WHAT IS BEING ASKED =
Select all lines holding the word "Drive" from the entries that follow.

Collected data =
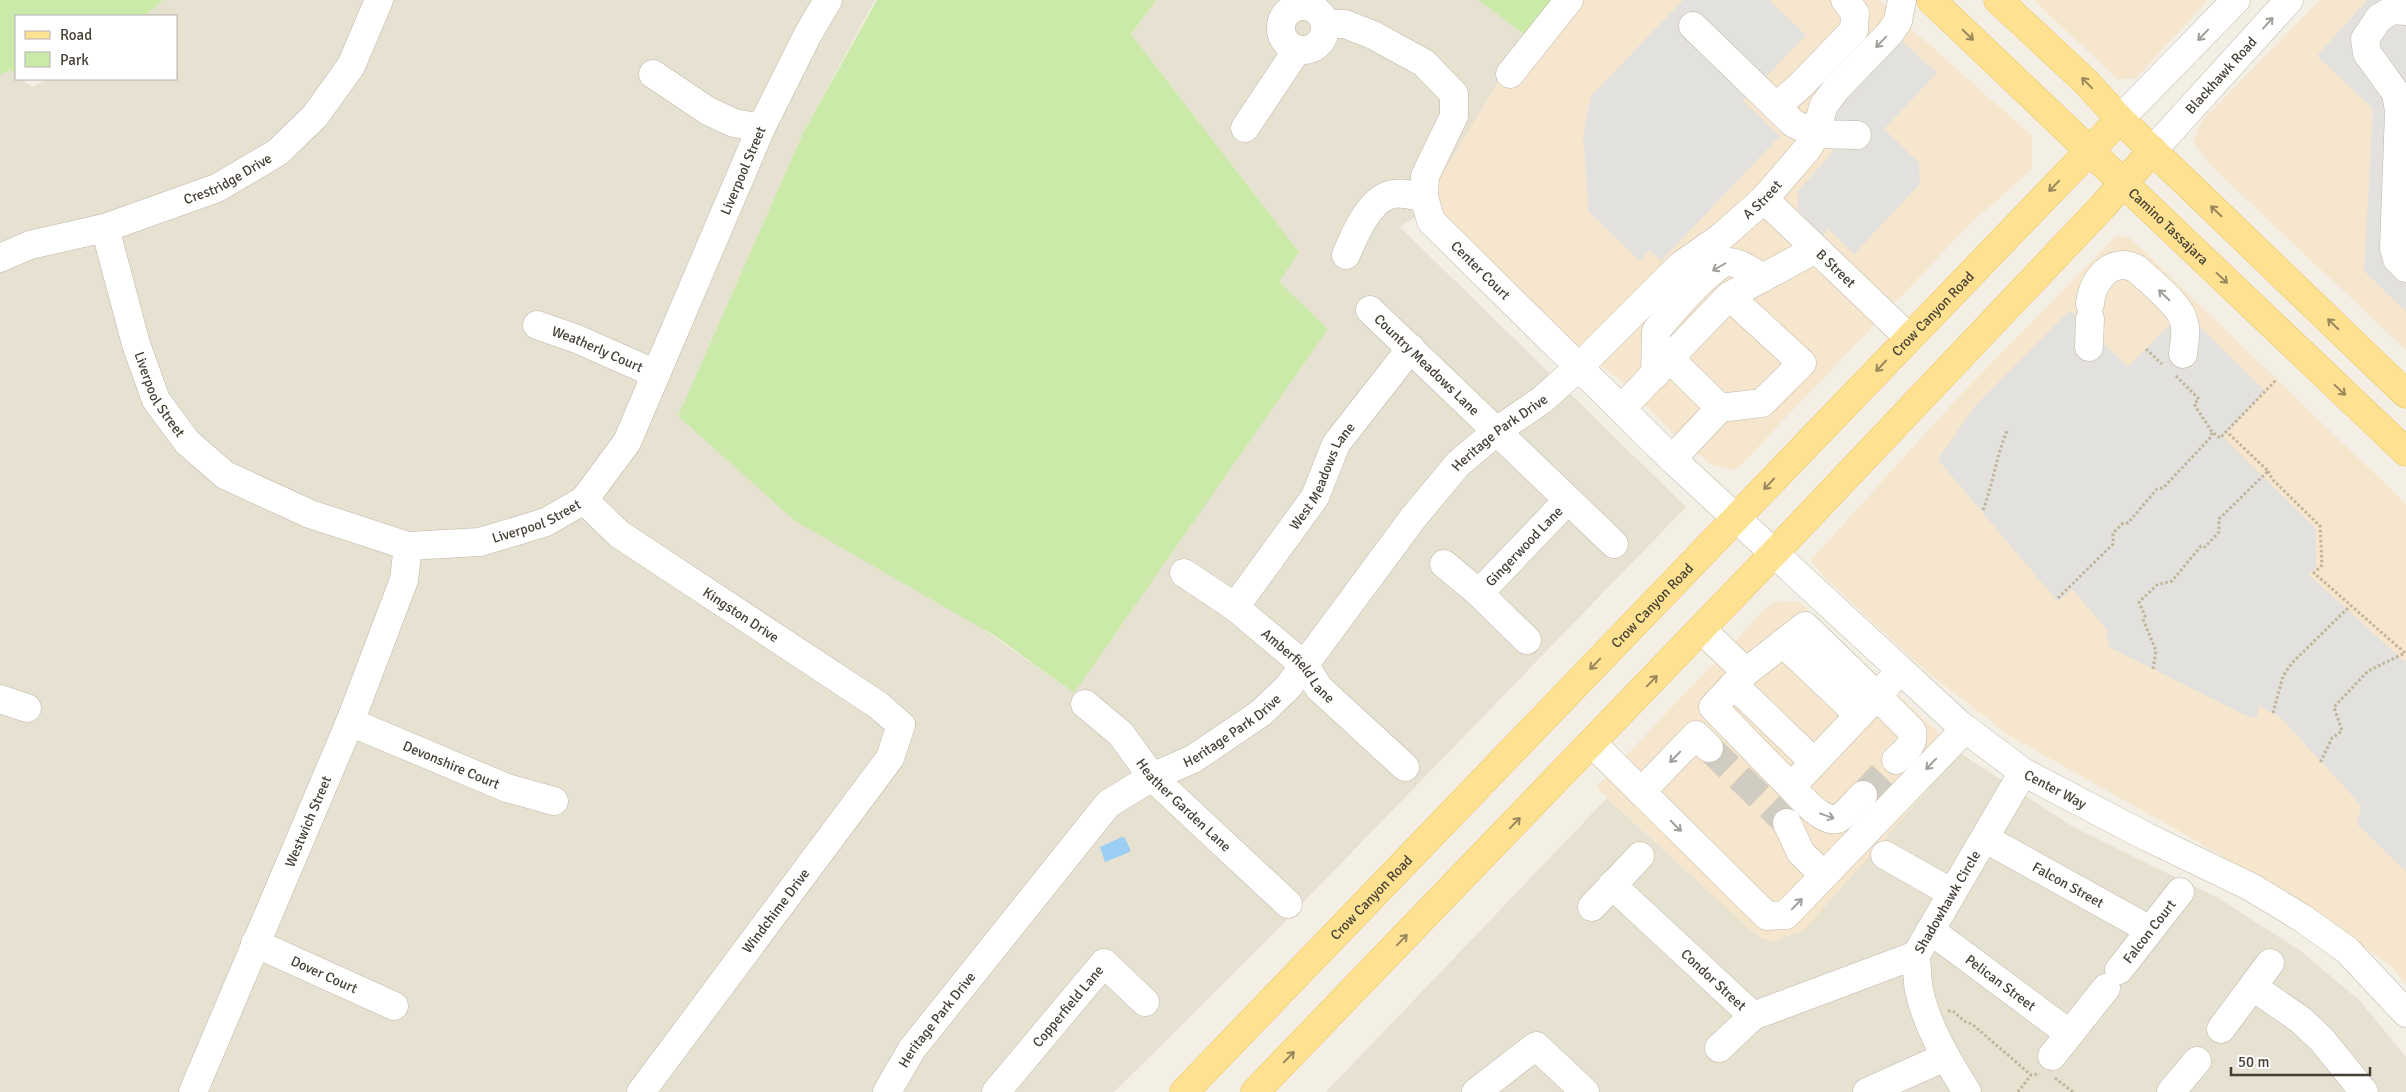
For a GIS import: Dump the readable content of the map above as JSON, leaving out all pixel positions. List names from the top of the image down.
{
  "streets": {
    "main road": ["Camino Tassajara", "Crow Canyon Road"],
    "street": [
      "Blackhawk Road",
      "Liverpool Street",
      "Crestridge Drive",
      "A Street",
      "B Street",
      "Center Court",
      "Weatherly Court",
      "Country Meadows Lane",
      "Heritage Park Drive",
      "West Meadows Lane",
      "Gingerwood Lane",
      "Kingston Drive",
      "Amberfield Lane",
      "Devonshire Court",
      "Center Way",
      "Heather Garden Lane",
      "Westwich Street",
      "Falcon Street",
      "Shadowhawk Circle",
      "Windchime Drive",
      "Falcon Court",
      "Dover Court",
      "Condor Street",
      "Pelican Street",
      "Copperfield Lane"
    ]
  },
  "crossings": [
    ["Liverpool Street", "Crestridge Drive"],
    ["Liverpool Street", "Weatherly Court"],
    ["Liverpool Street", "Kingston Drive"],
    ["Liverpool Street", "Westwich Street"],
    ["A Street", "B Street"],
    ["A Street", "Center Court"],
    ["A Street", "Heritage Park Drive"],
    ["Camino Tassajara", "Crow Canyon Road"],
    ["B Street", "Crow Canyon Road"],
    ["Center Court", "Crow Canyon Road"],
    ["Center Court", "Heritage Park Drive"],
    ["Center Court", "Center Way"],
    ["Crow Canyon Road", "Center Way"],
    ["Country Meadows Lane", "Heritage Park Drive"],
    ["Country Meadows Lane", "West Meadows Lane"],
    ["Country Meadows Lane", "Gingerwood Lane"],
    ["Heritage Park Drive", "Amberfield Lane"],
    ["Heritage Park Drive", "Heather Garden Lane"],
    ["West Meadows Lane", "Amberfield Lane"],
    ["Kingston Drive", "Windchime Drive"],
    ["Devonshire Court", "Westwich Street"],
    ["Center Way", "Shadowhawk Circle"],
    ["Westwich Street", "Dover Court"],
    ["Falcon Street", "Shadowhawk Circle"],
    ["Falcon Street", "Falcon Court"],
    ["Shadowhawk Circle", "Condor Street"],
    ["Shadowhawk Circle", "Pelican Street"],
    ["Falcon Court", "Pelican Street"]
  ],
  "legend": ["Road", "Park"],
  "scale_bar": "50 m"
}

RESPONSE TO THIS TASK =
      "Crestridge Drive",
      "Heritage Park Drive",
      "Kingston Drive",
      "Windchime Drive",
    ["Liverpool Street", "Crestridge Drive"],
    ["Liverpool Street", "Kingston Drive"],
    ["A Street", "Heritage Park Drive"],
    ["Center Court", "Heritage Park Drive"],
    ["Country Meadows Lane", "Heritage Park Drive"],
    ["Heritage Park Drive", "Amberfield Lane"],
    ["Heritage Park Drive", "Heather Garden Lane"],
    ["Kingston Drive", "Windchime Drive"],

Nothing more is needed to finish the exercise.